Once upon a time, in the Lagos of our recent past, specifically the 90s and early noughties, there was a musician whose sound held sway in the city.
Let’s say his music was the soundtrack of the city, his rhythm segued seamlessly into the livelihood of people, the quotidian minutiae of their existence. Of course, it was not Fela; it was Lagbaja.

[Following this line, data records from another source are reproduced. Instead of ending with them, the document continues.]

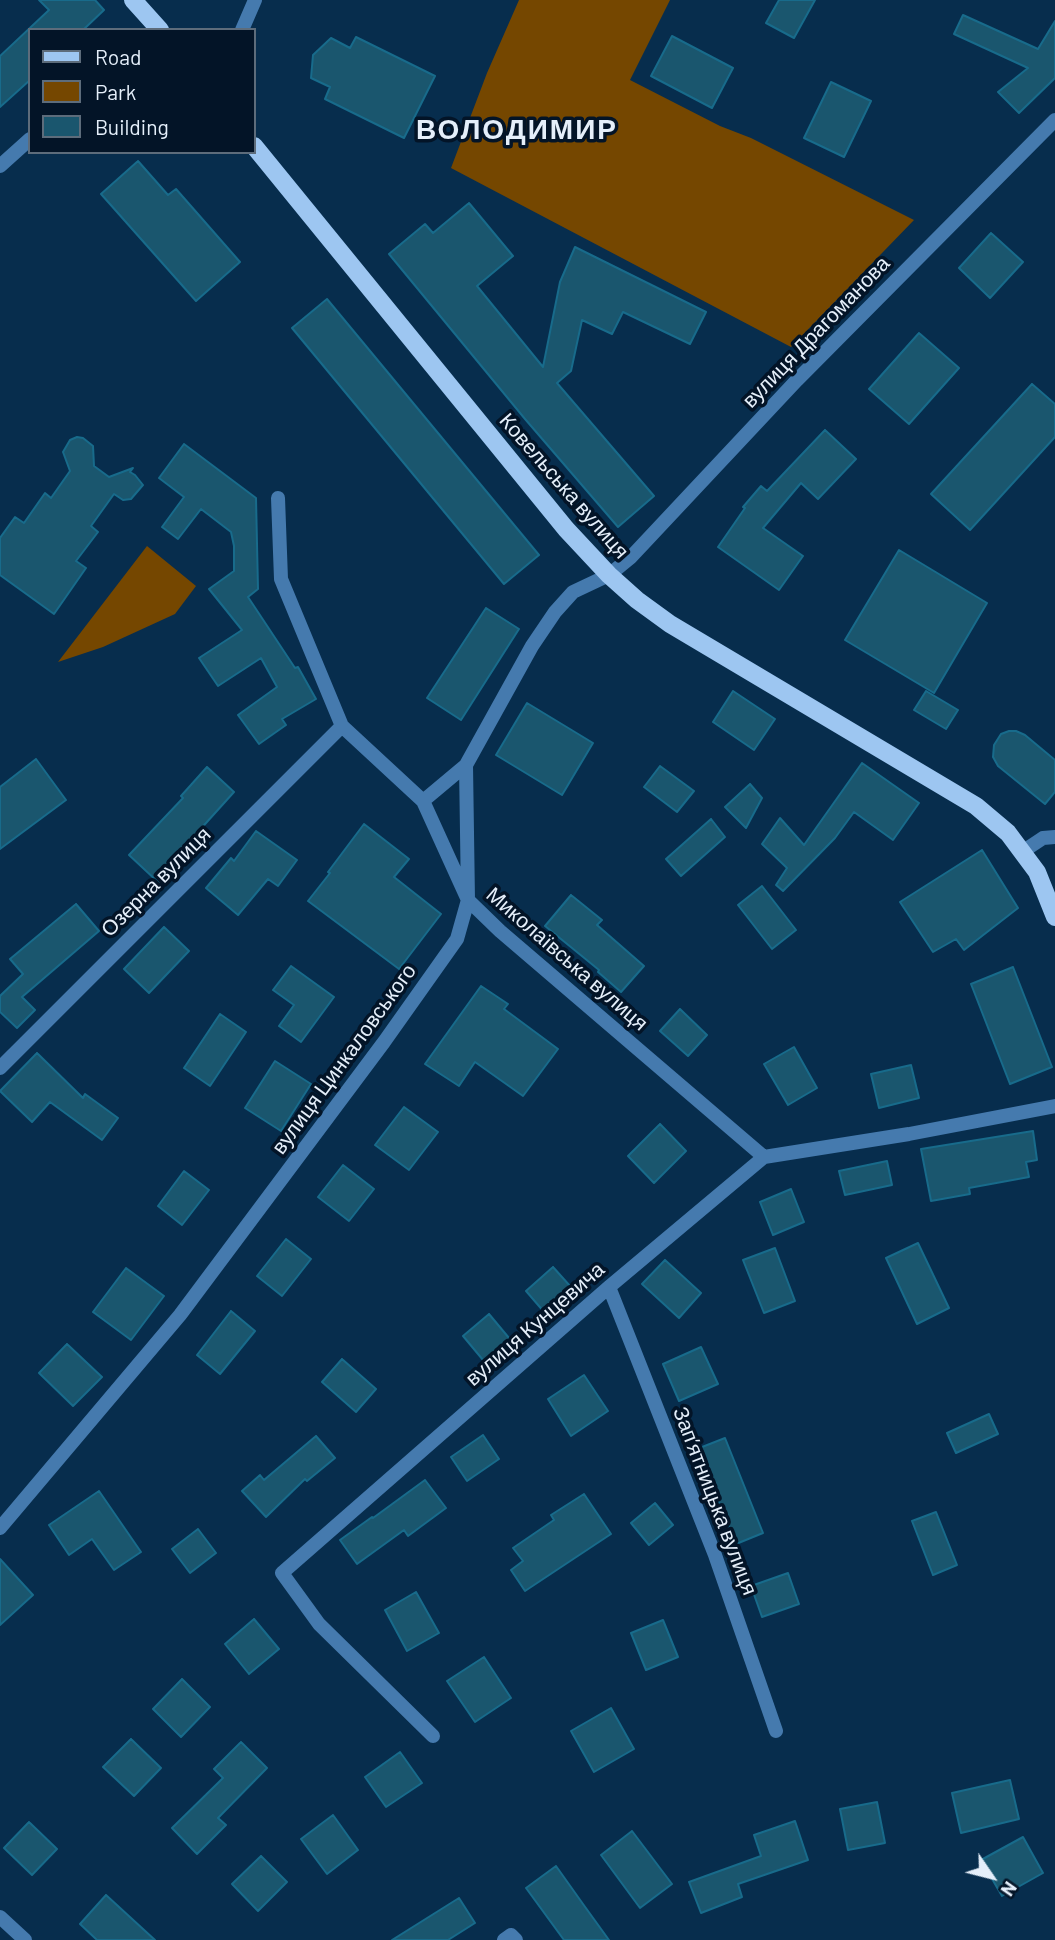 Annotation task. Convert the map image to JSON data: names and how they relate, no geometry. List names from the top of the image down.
{
  "streets": {
    "main road": ["Ковельська вулиця"],
    "street": [
      "вулиця Драгоманова",
      "Озерна вулиця",
      "Миколаївська вулиця",
      "вулиця Цинкаловського",
      "вулиця Кунцевича",
      "Запʼятницька вулиця"
    ]
  },
  "crossings": [
    ["вулиця Драгоманова", "Ковельська вулиця"],
    ["вулиця Драгоманова", "вулиця Цинкаловського"],
    ["Ковельська вулиця", "вулиця Цинкаловського"],
    ["Озерна вулиця", "Миколаївська вулиця"],
    ["Миколаївська вулиця", "вулиця Цинкаловського"],
    ["Миколаївська вулиця", "вулиця Кунцевича"],
    ["вулиця Кунцевича", "Запʼятницька вулиця"]
  ],
  "districts": ["ВОЛОДИМИР"],
  "legend": ["Road", "Park", "Building"],
  "north": "bottom right"
} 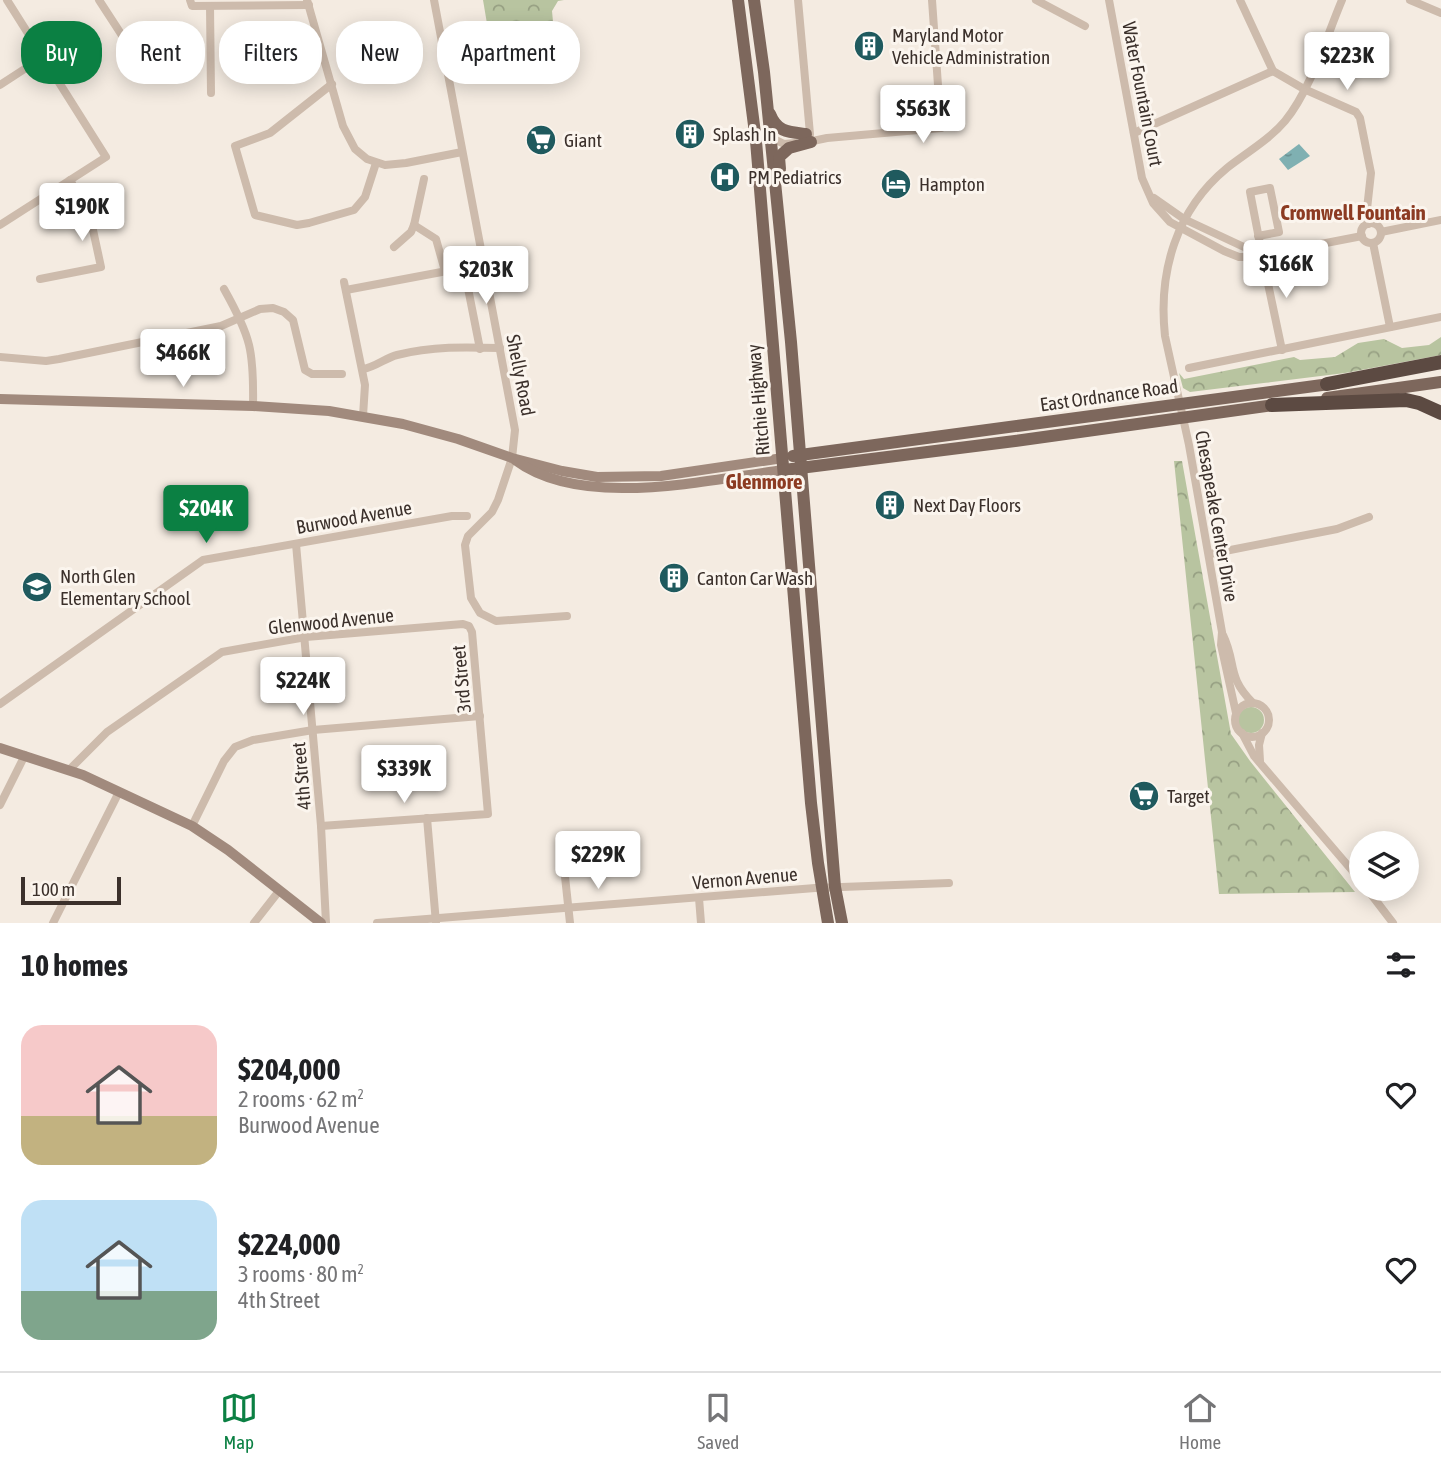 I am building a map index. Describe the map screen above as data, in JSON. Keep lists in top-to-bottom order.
{
  "streets": {
    "main road": ["East Ordnance Road", "Ritchie Highway"],
    "street": [
      "Water Fountain Court",
      "Shelly Road",
      "Chesapeake Center Drive",
      "Burwood Avenue",
      "Glenwood Avenue",
      "3rd Street",
      "4th Street",
      "Vernon Avenue"
    ]
  },
  "crossings": [
    ["Water Fountain Court", "Chesapeake Center Drive"],
    ["East Ordnance Road", "Ritchie Highway"],
    ["East Ordnance Road", "Chesapeake Center Drive"],
    ["Ritchie Highway", "Vernon Avenue"],
    ["Burwood Avenue", "4th Street"],
    ["Glenwood Avenue", "3rd Street"],
    ["Glenwood Avenue", "4th Street"]
  ],
  "districts": ["Cromwell Fountain", "Glenmore"],
  "places": {
    "building": [
      "Maryland Motor Vehicle Administration",
      "Splash In",
      "Next Day Floors",
      "Canton Car Wash"
    ],
    "supermarket": ["Giant", "Target"],
    "hospital": ["PM Pediatrics"],
    "hotel": ["Hampton"],
    "school or university": ["North Glen Elementary School"]
  },
  "scale_bar": "100 m",
  "page": {
    "chip": [
      "Buy",
      "Rent",
      "Filters",
      "New",
      "Apartment"
    ],
    "price": [
      "$223K",
      "$563K",
      "$190K",
      "$166K",
      "$203K",
      "$466K",
      "$204K",
      "$224K",
      "$339K",
      "$229K"
    ],
    "scale": "100 m",
    "heading": "10 homes",
    "list": [
      {
        "name": "$204,000",
        "note": "2 rooms · 62 m² · Burwood Avenue"
      },
      {
        "name": "$224,000",
        "note": "3 rooms · 80 m² · 4th Street"
      }
    ],
    "tabs": ["Map", "Saved", "Home"]
  }
}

Lagbaja was a concept well-ahead of its time. Mix English mystery and French je ne sais quoi with Yoruba adoration of masquerades and what you have is the masked one, his regalia done in fanciful tropical colours, mask frilly around the head like a tree and his unmistakable love for sandals. That was Lagbaja, which in Yoruba could mean, “somebody, anybody, nobody in particular”.
Besides being a fancy marketing strategy for his biggest clients, the bourgeoisie howling under the economic deprivation at the time, the 90s was a time fraught with difficulties accompanied with freedom of speech.
It was the Abacha era of hitmen assassins, of kangaroo tribunals and judicial murders—and every so often, a writer would go missing, be blown up or disguise to sneak out of the country through its porous borders.
Lagbaja’s music, which he called Afro calypso was hard to describe. Obviously Fela’s Afrobeat was an indelible influence, but so was Yoruba drumming, jazz, soul, R & B, calypso and highlife.
Lagbaja, whose birth name is Bisade Ologunde, a graduate of Obafemi Awolowo University, started his music career, first as a producer before he surrendered to the higher calling of making music, wielding the saxophone, arranging symphonies and managing a band.
Fela was mortally ill and plagued with frivolous drug-related charges by stooges of the government of the day. It was around the period when Abacha was seeking transition to become a civilian life-president—and had organised a 2 Million March in Abuja, with a concert involving some of the biggest musicians at the time. Lagbaja maintained his Motherlan’ band, playing regular gigs at his Motherlan’ nightclub in Opebi, Ikeja.
This was a time when nightlife was dangerous. Armed robbers were on the prowl, writing letters to Estate Associations in rotation, to forewarn them about their visits. Ritualists were also in dire need of body parts, complicating the grim possibilities of a human disappearance.
Lagbaja’s music was the melodious backdrop to this gloomy existence. At the time of political repression, his highly energetic and theatrical performances was an aside. His handling of protest songs were occasional; rather, he concentrated on mundanities, class differences and most successfully, about love. With his co-singer Ego, whose soothing vocals would dash up impressive octaves, Lagbaja could play out the different iterations of love. Lagbaja’s thematic concerns were similar to pre-Afrobeat and early Afrobeat Fela, especially the strong affiliation with Jazz.
As time waned and the music industry began to grow as a result of the nascent democracy of the millennium, Lagbaja’s music became jaded perhaps due to his brash criticism of the polity. His disregard for the growing fusion that will later be misnamed Afrobeats was also not helpful. Fela had died and his biological son, Femi, had become the new king, diligently doing his work and establishing what would be a contemporary re-enacting of his father’s musical empire. Then Lagbaja lost his beloved vocalist, Ego. Then, he disappeared into the diaspora.
Today, Lagbaja’s sound hardly encapsulates the Lagos experience. The Afrobeats explosion has found its footing and the sound has found a dubious anchor to that elephant in the room, Fela. But there was a time when if you switched on your radio while speeding down the edgy Third Mainland Bridge, you could be blessed with the unmistakable cooing sound of Lagbaja Omobaba Mukomuko imploring you to coolu temper or telling the world of football that Nigeria’s Super Eagles “no get respect.”